Try it ->
In the entries below, find each line with the word "linejoin" and pull it out.

Available records ->
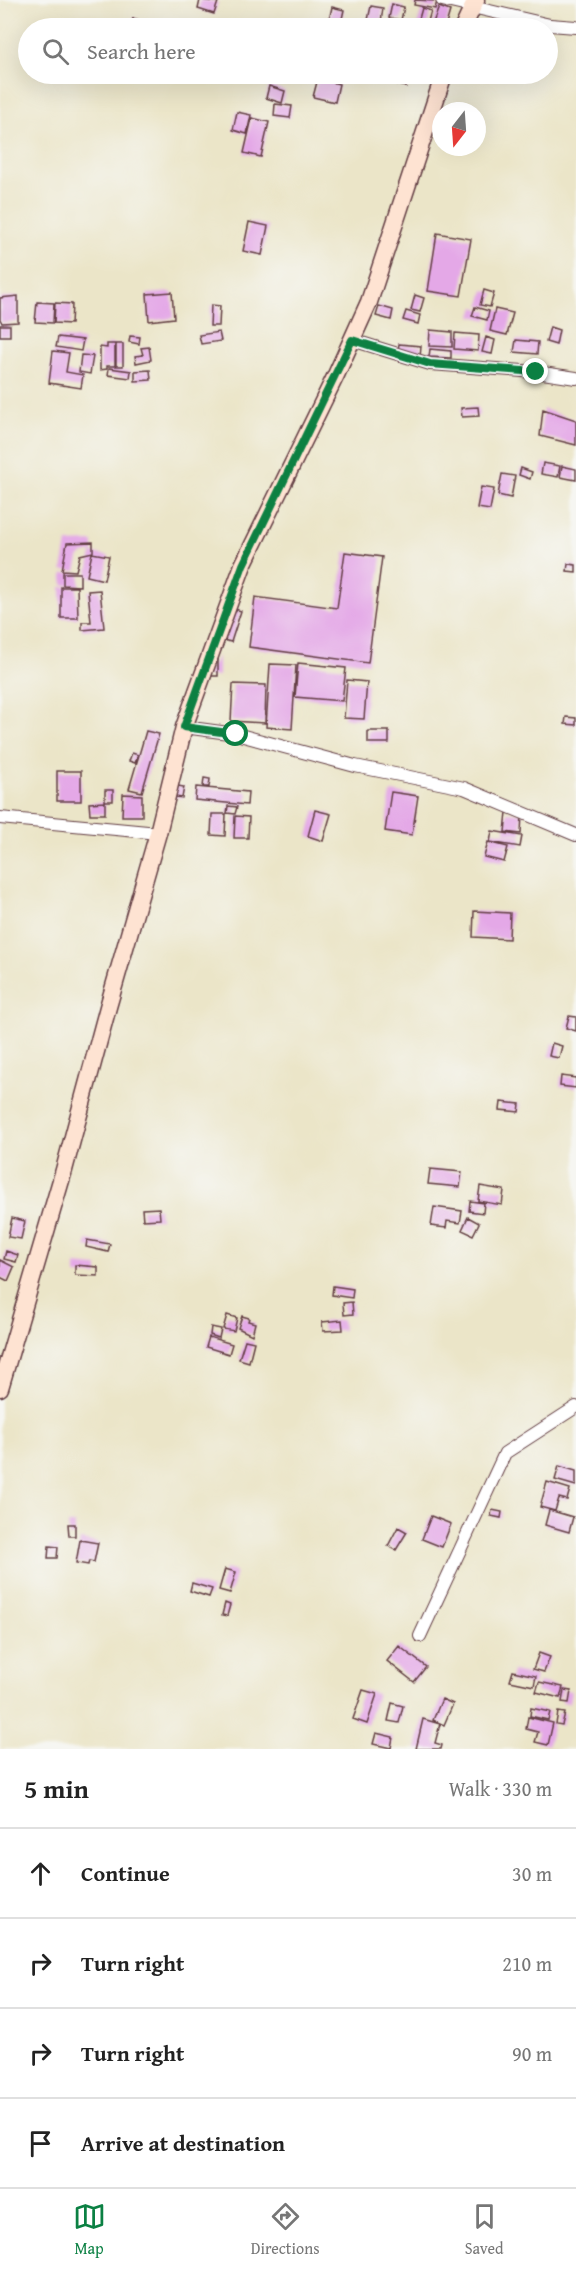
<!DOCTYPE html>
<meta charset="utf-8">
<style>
:root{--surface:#fff;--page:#f2f2f2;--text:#222;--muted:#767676;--line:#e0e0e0;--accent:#0b8043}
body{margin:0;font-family:"Gentium Book Plus",serif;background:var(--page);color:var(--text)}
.compass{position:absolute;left:432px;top:102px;width:54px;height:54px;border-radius:50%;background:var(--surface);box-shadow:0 6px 24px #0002;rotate:197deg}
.stop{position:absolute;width:18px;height:18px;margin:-14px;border:4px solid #0b8043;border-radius:50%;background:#fff}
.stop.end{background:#0b8043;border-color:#fff;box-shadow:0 2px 6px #0008}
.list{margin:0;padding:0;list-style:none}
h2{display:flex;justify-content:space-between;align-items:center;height:78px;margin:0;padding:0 24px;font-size:26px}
h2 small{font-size:20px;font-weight:400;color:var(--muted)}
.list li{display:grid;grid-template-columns:39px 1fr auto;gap:18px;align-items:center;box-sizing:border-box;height:90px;padding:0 24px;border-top:2px solid var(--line)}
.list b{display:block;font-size:22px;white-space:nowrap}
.list em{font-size:20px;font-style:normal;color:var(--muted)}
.icon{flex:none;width:33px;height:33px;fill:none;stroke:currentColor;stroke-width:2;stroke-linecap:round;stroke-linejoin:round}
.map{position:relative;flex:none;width:576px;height:1749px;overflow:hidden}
.search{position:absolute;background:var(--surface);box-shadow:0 6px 24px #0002;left:18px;right:18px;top:18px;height:66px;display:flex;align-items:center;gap:15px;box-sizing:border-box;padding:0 21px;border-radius:33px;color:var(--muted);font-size:22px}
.sheet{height:438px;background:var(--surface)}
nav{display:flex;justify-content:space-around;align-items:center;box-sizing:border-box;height:84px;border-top:2px solid var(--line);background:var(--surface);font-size:16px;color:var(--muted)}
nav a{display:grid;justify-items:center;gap:3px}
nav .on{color:var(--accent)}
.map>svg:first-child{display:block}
.building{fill:#e4a8e7}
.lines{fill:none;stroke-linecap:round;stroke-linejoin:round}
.street-casing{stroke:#623d43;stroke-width:14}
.secondary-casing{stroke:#623d43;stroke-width:19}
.street{stroke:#fff;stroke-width:12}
.secondary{stroke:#fee3d2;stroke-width:16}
.route{stroke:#0b8043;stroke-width:8}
</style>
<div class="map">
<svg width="576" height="1749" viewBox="0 0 576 1749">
<rect width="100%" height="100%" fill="#f6f6f2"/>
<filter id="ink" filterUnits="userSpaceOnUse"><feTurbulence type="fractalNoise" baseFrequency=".0167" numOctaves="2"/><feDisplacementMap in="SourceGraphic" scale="12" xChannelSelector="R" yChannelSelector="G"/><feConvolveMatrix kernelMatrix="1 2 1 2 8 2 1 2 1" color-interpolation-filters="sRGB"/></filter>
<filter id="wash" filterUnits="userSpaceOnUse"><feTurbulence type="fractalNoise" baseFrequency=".008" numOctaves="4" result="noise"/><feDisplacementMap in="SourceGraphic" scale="24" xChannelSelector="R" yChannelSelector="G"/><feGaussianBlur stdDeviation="1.35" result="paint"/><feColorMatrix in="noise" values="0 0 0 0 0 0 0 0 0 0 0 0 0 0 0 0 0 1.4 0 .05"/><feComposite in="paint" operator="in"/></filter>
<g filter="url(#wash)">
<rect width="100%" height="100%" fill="#ebe5c8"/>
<g id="blocks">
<path class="building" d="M 200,0 L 218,2 L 214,14 L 198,9 Z
M 415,0 L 437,1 L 435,9 L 414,5 Z
M 392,4 L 404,7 L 401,20 L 389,18 Z
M 371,6 L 383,8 L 381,22 L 368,20 Z
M 332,7 L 344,10 L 341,23 L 329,20 Z
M 439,7 L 450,11 L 445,28 L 431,28 Z
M 422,8 L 431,11 L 426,28 L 404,28 L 406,23 L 417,26 Z
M 133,18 L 158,26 L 157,28 L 130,28 Z
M 363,21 L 375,24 L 374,28 L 361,28 Z
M 332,22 L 343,25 L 342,28 L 330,28 Z
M 399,74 L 410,74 L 406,87 L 396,84 Z
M 318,78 L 339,84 L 335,102 L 313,97 Z
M 269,86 L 285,91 L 282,103 L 266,98 Z
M 275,104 L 292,106 L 290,118 L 274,116 Z
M 237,112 L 251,115 L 247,134 L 233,130 Z
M 252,118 L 269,122 L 261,157 L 244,153 Z
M 249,222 L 268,226 L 262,255 L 243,251 Z
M 437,233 L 471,239 L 461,296 L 428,291 Z
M 484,290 L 494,293 L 490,307 L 480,305 Z
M 172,292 L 174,318 L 149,321 L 147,294 Z
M 415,295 L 424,298 L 420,312 L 411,310 Z
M 18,296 L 18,322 L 2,323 L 0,319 L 0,298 Z
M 37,302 L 54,303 L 53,323 L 35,322 Z
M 55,303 L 72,304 L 71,324 L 54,323 Z
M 211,305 L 220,306 L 219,326 L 210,326 Z
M 379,306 L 393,310 L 391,320 L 376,316 Z
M 475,307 L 489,311 L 487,320 L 472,316 Z
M 495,309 L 513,313 L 507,335 L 490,331 Z
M 406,311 L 420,315 L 418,324 L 403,320 Z
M 0,325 L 10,325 L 10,336 L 0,336 Z
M 550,327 L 559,330 L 556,345 L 546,342 Z
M 430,330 L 452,332 L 452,347 L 429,346 Z
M 219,332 L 221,341 L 201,344 L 199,335 Z
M 455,333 L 479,335 L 478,351 L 454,349 Z
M 130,336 L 140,337 L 139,344 L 129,342 Z
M 58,337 L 83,340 L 81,351 L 56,347 Z
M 486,337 L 495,340 L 492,354 L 482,352 Z
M 516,340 L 538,342 L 537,354 L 514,352 Z
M 107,344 L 115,344 L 115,366 L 107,366 L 107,369 L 100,370 L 100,347 L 107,348 Z
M 116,344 L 123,344 L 123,366 L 116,366 Z
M 399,344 L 421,346 L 420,358 L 397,356 Z
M 149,347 L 151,360 L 136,363 L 135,356 L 143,355 L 141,348 Z
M 430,349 L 451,351 L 451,358 L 429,357 Z
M 53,351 L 69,353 L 66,372 L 83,375 L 81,388 L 49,383 Z
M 81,355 L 93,356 L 90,374 L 79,372 Z
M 109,368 L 131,371 L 130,378 L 108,375 Z
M 150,370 L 151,380 L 135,381 L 135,371 Z
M 478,407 L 479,416 L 462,417 L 461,408 Z
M 543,409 L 576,420 L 576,445 L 540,436 Z
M 543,463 L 560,466 L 558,477 L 541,474 Z
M 562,466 L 576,469 L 576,480 L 560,477 Z
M 521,468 L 532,472 L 530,479 L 519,475 Z
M 502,474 L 515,476 L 511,498 L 498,495 Z
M 481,487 L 494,489 L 490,510 L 477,508 Z
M 93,542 L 93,552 L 80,555 L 76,571 L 62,570 L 67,543 Z
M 345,552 L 382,557 L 368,663 L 249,647 L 255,597 L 337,608 Z
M 92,553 L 109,556 L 104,580 L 87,576 Z
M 568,564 L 576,565 L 576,572 L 567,571 Z
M 63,573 L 80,573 L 80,586 L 63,585 Z
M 61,587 L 77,587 L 78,618 L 61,618 Z
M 100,590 L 104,628 L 82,630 L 82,622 L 91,622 L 88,591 Z
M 229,607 L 241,611 L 231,642 L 219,639 Z
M 218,656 L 218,676 L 206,676 Z
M 298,663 L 346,668 L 342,701 L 295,697 Z
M 270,664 L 296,665 L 292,729 L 266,727 Z
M 347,680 L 367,682 L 364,719 L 344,718 Z
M 233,684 L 266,685 L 265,723 L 231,721 Z
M 566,717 L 576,718 L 576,725 L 565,724 Z
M 146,731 L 159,734 L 142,792 L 129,789 Z
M 368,731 L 389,731 L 389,743 L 368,743 Z
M 132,753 L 138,755 L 135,763 L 129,761 Z
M 57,771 L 81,771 L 81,801 L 57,801 Z
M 204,778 L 210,779 L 209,787 L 203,787 Z
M 172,785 L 184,787 L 182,798 L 169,796 Z
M 196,787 L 248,792 L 247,805 L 195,800 Z
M 105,790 L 113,790 L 113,801 L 105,801 Z
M 391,792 L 418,796 L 412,835 L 385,831 Z
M 123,794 L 142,795 L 142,816 L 122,816 Z
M 105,802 L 105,814 L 90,814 L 89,803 Z
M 228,806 L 237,807 L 235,814 L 227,813 Z
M 315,810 L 331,814 L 323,841 L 308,836 Z
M 507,812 L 522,813 L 521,834 L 505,832 Z
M 212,814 L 226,814 L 225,836 L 211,835 Z
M 235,816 L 249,817 L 248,838 L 234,838 Z
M 492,831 L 522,836 L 520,847 L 490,842 Z
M 488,842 L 508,847 L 504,862 L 484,857 Z
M 474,911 L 510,913 L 509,939 L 473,937 Z
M 569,1016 L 576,1017 L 576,1031 L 566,1028 Z
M 552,1043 L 562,1046 L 559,1058 L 549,1056 Z
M 561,1076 L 576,1078 L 576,1088 L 560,1086 Z
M 501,1102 L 520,1104 L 519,1112 L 500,1110 Z
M 430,1169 L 462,1172 L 460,1187 L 428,1184 Z
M 480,1186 L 504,1190 L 502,1205 L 478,1201 Z
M 470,1201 L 484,1203 L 483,1213 L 469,1211 Z
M 434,1207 L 462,1211 L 460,1223 L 447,1221 L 446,1228 L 431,1226 Z
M 159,1208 L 160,1219 L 143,1220 L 142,1209 Z
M 468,1217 L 479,1223 L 473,1235 L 462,1230 Z
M 12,1218 L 25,1221 L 21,1239 L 8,1237 Z
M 87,1240 L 110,1244 L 108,1252 L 86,1247 Z
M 6,1251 L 18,1255 L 16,1262 L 4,1259 Z
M 0,1260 L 14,1267 L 8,1281 L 0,1277 Z
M 75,1265 L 98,1267 L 98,1276 L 75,1275 Z
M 333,1286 L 353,1289 L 352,1298 L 332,1295 Z
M 352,1302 L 353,1314 L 344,1315 L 343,1303 Z
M 227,1315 L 237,1318 L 234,1331 L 223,1329 Z
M 242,1316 L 249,1318 L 248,1321 L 255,1323 L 252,1335 L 238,1328 Z
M 342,1320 L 343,1330 L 323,1331 L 322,1322 Z
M 211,1327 L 221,1329 L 219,1338 L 210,1335 Z
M 209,1337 L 232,1344 L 229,1354 L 206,1347 Z
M 245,1340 L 254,1342 L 249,1362 L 239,1359 Z
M 559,1466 L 576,1471 L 576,1486 L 555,1480 Z
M 547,1482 L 570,1489 L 567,1500 L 559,1498 L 555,1511 L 540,1507 Z
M 492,1510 L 502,1512 L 501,1518 L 491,1516 Z
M 549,1510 L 573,1517 L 569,1532 L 545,1525 Z
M 431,1516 L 451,1524 L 442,1547 L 422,1539 Z
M 68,1524 L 75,1524 L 75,1536 L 69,1536 Z
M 398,1527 L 407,1532 L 396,1550 L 388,1546 Z
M 80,1540 L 98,1543 L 94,1562 L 89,1561 L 88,1565 L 76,1563 Z
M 49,1546 L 58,1547 L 57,1558 L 48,1558 Z
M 225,1569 L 236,1572 L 230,1593 L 219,1590 Z
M 192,1583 L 212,1589 L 209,1597 L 190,1591 Z
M 225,1603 L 230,1605 L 227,1616 L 222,1615 Z
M 399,1646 L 426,1667 L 414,1682 L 387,1661 Z
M 539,1653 L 550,1657 L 544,1672 L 533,1669 Z
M 513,1671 L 536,1676 L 534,1686 L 510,1681 Z
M 539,1682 L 563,1687 L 560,1698 L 536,1692 Z
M 363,1690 L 377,1694 L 367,1724 L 353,1719 Z
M 564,1690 L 571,1691 L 569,1703 L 562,1702 Z
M 442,1699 L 453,1704 L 444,1725 L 433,1720 Z
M 392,1703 L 403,1706 L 399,1723 L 388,1721 Z
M 531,1708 L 550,1712 L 548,1720 L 530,1716 Z
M 558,1712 L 565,1713 L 562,1725 L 556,1724 Z
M 528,1717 L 553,1723 L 548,1745 L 535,1742 L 538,1732 L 526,1729 Z
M 423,1719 L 440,1724 L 435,1743 L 442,1745 L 441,1749 L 416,1749 Z
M 376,1733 L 393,1737 L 391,1748 L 373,1744 Z"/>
</g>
</g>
<g filter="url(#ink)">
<use href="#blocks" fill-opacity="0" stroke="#623d43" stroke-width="1.5"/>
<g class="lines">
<defs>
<path id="street" d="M 442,0 L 550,25 L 576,27
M 352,340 L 430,364 L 536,372 L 576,378
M 184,727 L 236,734 L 355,766 L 464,788 L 576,835
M 0,818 L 158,833
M 420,1636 L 505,1453 L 576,1407"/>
<path id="secondary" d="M 463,28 L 476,0
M 0,1388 L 64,1170 L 108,1007 L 158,833 L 184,727 L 243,565 L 336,375 L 369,302 L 444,74"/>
</defs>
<use href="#street" class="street-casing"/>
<use href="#secondary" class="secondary-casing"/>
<use href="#street" class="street"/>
<use href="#secondary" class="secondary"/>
</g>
</g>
<g class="lines" filter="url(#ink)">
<path class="route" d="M 236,734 L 184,727 L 243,565 L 352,340 L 430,364 L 536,372"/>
</g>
</svg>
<svg class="compass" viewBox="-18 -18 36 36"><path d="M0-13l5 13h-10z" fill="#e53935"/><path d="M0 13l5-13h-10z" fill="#767676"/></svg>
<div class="stop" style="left:236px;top:734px"></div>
<div class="stop end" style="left:536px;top:372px"></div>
<div class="search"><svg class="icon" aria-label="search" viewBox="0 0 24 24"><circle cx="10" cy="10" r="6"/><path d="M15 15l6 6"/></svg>Search here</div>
</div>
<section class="sheet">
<h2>5 min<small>Walk · 330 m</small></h2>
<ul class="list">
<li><svg class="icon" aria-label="ahead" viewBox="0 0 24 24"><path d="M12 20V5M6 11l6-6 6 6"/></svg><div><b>Continue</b></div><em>30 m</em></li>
<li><svg class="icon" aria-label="right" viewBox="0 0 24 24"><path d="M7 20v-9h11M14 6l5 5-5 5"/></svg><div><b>Turn right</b></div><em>210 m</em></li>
<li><svg class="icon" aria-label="right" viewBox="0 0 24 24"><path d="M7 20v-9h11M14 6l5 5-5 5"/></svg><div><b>Turn right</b></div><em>90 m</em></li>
<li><svg class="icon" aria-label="arrive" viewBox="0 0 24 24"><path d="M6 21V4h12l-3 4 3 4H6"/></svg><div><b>Arrive at destination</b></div></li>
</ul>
</section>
<nav>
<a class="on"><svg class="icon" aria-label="map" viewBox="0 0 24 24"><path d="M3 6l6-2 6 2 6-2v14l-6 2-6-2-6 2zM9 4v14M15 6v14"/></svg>Map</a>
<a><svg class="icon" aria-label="directions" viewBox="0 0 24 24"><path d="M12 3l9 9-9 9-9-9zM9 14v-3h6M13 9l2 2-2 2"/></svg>Directions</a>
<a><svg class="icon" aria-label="saved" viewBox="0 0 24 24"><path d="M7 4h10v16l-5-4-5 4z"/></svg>Saved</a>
</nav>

Task answer ->
.icon{flex:none;width:33px;height:33px;fill:none;stroke:currentColor;stroke-width:2;stroke-linecap:round;stroke-linejoin:round}
.lines{fill:none;stroke-linecap:round;stroke-linejoin:round}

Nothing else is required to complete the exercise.